• [What is needed]: Return the records in full, with every character preserved.
----- Input -----
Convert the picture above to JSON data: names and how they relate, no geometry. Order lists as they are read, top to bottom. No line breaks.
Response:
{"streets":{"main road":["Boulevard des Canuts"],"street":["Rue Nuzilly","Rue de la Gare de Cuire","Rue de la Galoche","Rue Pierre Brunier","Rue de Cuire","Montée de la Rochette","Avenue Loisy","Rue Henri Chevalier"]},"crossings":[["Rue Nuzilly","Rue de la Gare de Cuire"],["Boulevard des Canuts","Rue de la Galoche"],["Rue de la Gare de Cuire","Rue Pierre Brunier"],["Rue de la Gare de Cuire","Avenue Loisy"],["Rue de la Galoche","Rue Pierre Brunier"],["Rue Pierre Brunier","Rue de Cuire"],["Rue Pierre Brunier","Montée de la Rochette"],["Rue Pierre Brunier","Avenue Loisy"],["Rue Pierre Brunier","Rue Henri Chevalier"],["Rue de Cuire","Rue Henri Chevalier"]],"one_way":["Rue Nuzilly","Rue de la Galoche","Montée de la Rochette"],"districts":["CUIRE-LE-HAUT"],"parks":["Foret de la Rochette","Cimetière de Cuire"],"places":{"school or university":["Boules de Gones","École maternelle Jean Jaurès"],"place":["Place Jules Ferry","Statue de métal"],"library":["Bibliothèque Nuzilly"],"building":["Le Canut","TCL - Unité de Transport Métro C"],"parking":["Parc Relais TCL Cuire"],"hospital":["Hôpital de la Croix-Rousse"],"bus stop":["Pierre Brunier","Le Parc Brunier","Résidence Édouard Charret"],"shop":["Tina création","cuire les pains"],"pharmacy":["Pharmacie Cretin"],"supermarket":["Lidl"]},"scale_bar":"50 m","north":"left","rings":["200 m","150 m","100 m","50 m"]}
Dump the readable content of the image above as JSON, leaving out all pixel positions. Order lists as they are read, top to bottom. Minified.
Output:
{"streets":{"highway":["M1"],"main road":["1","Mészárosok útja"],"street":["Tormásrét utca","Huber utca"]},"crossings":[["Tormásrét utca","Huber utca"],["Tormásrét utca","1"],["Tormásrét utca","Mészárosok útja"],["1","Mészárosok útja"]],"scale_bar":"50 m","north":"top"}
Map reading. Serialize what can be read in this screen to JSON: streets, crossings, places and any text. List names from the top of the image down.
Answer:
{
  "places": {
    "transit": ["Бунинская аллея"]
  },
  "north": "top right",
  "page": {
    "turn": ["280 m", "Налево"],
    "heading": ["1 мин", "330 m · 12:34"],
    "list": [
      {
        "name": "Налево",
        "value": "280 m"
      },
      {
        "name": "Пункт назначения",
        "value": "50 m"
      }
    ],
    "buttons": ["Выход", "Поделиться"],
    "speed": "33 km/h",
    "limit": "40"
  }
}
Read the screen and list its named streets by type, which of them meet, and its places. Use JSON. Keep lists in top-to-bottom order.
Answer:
-----
• [Written solution]:
Convert the picture above to JSON data: names and how they relate, no geometry. Order lists as they are read, top to bottom. No line breaks.
Response:
{"streets":{"main road":["Boulevard des Canuts"],"street":["Rue Nuzilly","Rue de la Gare de Cuire","Rue de la Galoche","Rue Pierre Brunier","Rue de Cuire","Montée de la Rochette","Avenue Loisy","Rue Henri Chevalier"]},"crossings":[["Rue Nuzilly","Rue de la Gare de Cuire"],["Boulevard des Canuts","Rue de la Galoche"],["Rue de la Gare de Cuire","Rue Pierre Brunier"],["Rue de la Gare de Cuire","Avenue Loisy"],["Rue de la Galoche","Rue Pierre Brunier"],["Rue Pierre Brunier","Rue de Cuire"],["Rue Pierre Brunier","Montée de la Rochette"],["Rue Pierre Brunier","Avenue Loisy"],["Rue Pierre Brunier","Rue Henri Chevalier"],["Rue de Cuire","Rue Henri Chevalier"]],"one_way":["Rue Nuzilly","Rue de la Galoche","Montée de la Rochette"],"districts":["CUIRE-LE-HAUT"],"parks":["Foret de la Rochette","Cimetière de Cuire"],"places":{"school or university":["Boules de Gones","École maternelle Jean Jaurès"],"place":["Place Jules Ferry","Statue de métal"],"library":["Bibliothèque Nuzilly"],"building":["Le Canut","TCL - Unité de Transport Métro C"],"parking":["Parc Relais TCL Cuire"],"hospital":["Hôpital de la Croix-Rousse"],"bus stop":["Pierre Brunier","Le Parc Brunier","Résidence Édouard Charret"],"shop":["Tina création","cuire les pains"],"pharmacy":["Pharmacie Cretin"],"supermarket":["Lidl"]},"scale_bar":"50 m","north":"left","rings":["200 m","150 m","100 m","50 m"]}
Dump the readable content of the image above as JSON, leaving out all pixel positions. Order lists as they are read, top to bottom. Minified.
Output:
{"streets":{"highway":["M1"],"main road":["1","Mészárosok útja"],"street":["Tormásrét utca","Huber utca"]},"crossings":[["Tormásrét utca","Huber utca"],["Tormásrét utca","1"],["Tormásrét utca","Mészárosok útja"],["1","Mészárosok útja"]],"scale_bar":"50 m","north":"top"}
Map reading. Serialize what can be read in this screen to JSON: streets, crossings, places and any text. List names from the top of the image down.
Answer:
{
  "places": {
    "transit": ["Бунинская аллея"]
  },
  "north": "top right",
  "page": {
    "turn": ["280 m", "Налево"],
    "heading": ["1 мин", "330 m · 12:34"],
    "list": [
      {
        "name": "Налево",
        "value": "280 m"
      },
      {
        "name": "Пункт назначения",
        "value": "50 m"
      }
    ],
    "buttons": ["Выход", "Поделиться"],
    "speed": "33 km/h",
    "limit": "40"
  }
}
Read the screen and list its named streets by type, which of them meet, and its places. Use JSON. Keep lists in top-to-bottom order.
Answer:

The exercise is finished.